Electric field related to conducting materials containing charge containing cavity In my physics class we were analyzing a scenario where a charge has been placed inside the cavity of a conducting material like this:

What my teacher did was to assume a Gaussian surface in the conducting region, and a charge $x$ to be present in that region (along with the already-present $+q$ charge), and then apply Gauss's law. He told us that the electric field inside a conducting medium must always be $0$, and thus according to Gauss's law we get that $x=-q$. Thus a negative charge of magnitude $q$ develops on the walls of the cavity and a charge $-x=+q$ develops on the outer surface of the conductor (by conservation of charge). Thus the final diagram becomes like:

My teacher had demonstrated the fact that the electric field is always $0$ inside a conductor by using Gauss's law as follows:

My confusion is that in that scenario (in image 3), no charge was present in the conducting body, so how could we generalize that result? If we try doing the same with this scenario (in image 1), $Q_{inside S} \neq 0$ so we cannot predict the electric field. So my question is, how do you go about predicting the electric field in this case?
 A: Let's draw a couple of Gaussian surfaces (spheres for simplicity): a small one, surrounding the cavity inside the conductor, and a big one surrounding the conductor.

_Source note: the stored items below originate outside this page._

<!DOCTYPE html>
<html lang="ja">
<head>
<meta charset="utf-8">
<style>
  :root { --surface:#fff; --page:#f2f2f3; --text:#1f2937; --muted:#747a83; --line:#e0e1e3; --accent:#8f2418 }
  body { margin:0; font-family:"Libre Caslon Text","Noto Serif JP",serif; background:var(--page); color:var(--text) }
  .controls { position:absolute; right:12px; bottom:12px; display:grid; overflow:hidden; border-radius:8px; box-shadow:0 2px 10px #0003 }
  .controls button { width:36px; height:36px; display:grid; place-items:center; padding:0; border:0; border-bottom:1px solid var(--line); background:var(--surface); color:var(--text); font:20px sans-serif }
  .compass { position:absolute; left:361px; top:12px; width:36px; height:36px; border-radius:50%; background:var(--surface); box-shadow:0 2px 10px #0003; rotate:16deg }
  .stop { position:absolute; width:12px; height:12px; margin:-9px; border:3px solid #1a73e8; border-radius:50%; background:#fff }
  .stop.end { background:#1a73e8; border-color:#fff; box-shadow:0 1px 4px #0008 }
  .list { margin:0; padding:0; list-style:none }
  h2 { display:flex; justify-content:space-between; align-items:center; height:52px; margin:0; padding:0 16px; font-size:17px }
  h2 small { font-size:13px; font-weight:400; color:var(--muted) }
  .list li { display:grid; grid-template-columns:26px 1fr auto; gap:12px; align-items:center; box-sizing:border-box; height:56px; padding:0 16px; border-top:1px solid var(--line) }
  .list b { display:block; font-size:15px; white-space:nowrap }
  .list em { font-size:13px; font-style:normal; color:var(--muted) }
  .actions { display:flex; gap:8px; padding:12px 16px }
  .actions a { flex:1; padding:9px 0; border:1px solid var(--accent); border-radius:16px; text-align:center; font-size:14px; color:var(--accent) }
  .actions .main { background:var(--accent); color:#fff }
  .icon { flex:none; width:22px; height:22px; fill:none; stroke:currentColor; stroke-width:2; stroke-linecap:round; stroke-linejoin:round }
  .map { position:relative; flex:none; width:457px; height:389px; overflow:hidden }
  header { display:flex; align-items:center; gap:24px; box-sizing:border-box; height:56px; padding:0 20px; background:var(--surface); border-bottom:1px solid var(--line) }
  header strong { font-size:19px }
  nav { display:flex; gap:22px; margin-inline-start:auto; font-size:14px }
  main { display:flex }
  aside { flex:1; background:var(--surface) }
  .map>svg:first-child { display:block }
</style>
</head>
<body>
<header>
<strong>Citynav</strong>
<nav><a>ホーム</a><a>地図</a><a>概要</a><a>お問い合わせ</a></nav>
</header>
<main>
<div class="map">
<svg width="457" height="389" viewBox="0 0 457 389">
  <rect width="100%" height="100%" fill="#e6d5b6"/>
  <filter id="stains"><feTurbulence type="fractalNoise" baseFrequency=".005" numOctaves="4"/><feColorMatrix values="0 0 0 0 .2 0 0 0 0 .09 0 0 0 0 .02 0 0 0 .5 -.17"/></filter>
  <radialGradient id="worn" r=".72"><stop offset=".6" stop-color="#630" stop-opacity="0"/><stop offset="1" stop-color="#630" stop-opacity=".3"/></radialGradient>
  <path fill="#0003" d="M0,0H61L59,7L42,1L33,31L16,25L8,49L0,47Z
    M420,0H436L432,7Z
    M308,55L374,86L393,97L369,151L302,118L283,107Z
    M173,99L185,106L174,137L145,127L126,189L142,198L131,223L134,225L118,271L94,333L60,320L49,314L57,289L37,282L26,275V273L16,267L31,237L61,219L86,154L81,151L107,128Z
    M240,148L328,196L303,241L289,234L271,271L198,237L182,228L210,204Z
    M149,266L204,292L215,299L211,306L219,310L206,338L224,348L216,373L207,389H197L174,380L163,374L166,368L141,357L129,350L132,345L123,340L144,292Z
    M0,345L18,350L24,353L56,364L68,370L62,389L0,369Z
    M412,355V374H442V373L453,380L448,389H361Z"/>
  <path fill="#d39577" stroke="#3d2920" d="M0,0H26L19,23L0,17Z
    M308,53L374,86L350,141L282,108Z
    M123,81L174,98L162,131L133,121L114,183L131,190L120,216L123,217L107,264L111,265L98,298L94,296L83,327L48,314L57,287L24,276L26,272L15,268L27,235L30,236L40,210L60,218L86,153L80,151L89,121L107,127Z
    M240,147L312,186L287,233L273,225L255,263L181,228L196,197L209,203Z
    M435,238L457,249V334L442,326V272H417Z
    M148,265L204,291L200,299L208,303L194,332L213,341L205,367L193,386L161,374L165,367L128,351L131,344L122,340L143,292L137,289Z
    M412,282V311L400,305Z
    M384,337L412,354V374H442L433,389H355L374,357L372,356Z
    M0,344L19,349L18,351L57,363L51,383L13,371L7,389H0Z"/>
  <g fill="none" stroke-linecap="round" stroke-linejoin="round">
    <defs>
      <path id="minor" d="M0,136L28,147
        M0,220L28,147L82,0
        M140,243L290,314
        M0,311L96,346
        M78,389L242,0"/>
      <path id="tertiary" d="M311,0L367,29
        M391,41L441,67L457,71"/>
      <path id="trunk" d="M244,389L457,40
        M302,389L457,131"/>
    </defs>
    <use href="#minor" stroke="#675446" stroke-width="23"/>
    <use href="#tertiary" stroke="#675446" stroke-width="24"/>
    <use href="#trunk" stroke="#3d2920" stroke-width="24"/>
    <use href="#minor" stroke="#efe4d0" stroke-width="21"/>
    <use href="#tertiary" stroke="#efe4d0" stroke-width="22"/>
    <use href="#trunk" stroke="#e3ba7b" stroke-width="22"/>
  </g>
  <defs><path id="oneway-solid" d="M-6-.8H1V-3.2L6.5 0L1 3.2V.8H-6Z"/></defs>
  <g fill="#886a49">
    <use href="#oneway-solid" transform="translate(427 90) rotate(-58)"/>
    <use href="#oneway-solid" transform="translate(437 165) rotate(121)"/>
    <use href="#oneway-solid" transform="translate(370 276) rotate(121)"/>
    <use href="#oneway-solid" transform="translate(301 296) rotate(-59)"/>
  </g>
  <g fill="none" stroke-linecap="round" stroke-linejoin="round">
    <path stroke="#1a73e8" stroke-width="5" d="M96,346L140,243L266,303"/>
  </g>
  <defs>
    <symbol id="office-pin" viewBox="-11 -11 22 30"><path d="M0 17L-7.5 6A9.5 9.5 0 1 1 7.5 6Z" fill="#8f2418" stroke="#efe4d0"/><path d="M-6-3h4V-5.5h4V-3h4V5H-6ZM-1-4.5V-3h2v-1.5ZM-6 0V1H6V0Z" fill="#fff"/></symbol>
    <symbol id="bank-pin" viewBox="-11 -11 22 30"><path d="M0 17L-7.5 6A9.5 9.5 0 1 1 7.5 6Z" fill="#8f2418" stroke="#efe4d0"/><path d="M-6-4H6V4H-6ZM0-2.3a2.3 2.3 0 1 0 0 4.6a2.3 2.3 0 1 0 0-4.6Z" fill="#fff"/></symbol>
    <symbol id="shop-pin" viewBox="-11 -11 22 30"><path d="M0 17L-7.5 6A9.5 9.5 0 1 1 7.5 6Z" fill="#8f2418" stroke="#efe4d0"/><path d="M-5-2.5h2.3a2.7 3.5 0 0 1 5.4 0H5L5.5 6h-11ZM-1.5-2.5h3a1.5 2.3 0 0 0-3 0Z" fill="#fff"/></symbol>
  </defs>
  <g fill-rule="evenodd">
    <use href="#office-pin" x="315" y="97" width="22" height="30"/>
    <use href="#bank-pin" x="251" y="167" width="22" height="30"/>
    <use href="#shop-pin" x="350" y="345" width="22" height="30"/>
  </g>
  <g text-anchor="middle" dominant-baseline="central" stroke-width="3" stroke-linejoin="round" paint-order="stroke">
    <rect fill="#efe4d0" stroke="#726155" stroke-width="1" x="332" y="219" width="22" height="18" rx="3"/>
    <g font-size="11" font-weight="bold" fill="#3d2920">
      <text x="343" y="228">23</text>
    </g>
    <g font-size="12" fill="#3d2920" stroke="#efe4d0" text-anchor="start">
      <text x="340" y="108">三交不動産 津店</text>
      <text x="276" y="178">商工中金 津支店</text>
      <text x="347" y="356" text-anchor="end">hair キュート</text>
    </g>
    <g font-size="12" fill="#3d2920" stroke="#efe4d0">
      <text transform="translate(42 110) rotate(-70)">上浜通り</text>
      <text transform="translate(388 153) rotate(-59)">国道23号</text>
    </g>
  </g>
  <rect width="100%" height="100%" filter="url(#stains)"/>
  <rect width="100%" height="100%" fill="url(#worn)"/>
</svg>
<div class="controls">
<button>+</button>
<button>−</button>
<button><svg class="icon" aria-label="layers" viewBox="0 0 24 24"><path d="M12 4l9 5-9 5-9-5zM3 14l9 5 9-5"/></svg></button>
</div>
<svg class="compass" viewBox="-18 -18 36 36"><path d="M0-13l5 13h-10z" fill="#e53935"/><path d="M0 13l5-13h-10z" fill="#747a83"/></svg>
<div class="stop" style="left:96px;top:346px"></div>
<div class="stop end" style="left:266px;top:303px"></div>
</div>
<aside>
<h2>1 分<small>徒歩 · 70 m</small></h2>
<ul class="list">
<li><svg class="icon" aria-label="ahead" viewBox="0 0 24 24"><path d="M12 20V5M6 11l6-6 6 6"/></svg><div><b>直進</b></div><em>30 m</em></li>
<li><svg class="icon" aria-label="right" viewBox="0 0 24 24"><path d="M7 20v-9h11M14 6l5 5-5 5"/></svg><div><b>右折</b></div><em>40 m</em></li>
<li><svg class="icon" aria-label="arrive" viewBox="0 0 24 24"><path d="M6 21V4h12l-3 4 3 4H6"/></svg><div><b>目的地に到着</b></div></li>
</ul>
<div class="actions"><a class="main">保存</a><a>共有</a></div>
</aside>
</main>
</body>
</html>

Since there is no electric field inside the conductor and the small sphere is fully inside the conductor, there won't be any electric flux (or electric field lines) passing through the small sphere. 
On the other hand, according to the Gauss law, there is a flux (electric field lines) passing through the big sphere:

Since there are no lines passing through the small sphere, they must originate from the charge (charges if you will) located somewhere outside the small sphere. The only place where such charge could reside is the outer surface of the conductor (since charges cannot exist in the bulk of the conductor). 
Of course, from the flux formula above, this charge should be +q, i.e., it must be equal to the charge inside the cavity. Since the total charge on the conductor was zero to start with, the negative charge on the surface of the cavity must be -q.
We could also conclude that the charge on the surface of the cavity is -q based on the fact that the flux through the small sphere is zero: zero flux implies zero charge inside the small sphere, which implies that the +q charge inside the cavity has to be cancelled by the charge on the surface of the cavity, which makes it -q.
In summary, although the total charge in (or, more precisely, on the surface of) the conductive body is zero, there is a non-zero, -q, charge on the surface of the cavity inside the body and there is a non-zero, +q, charge on the outer surface of the conductor.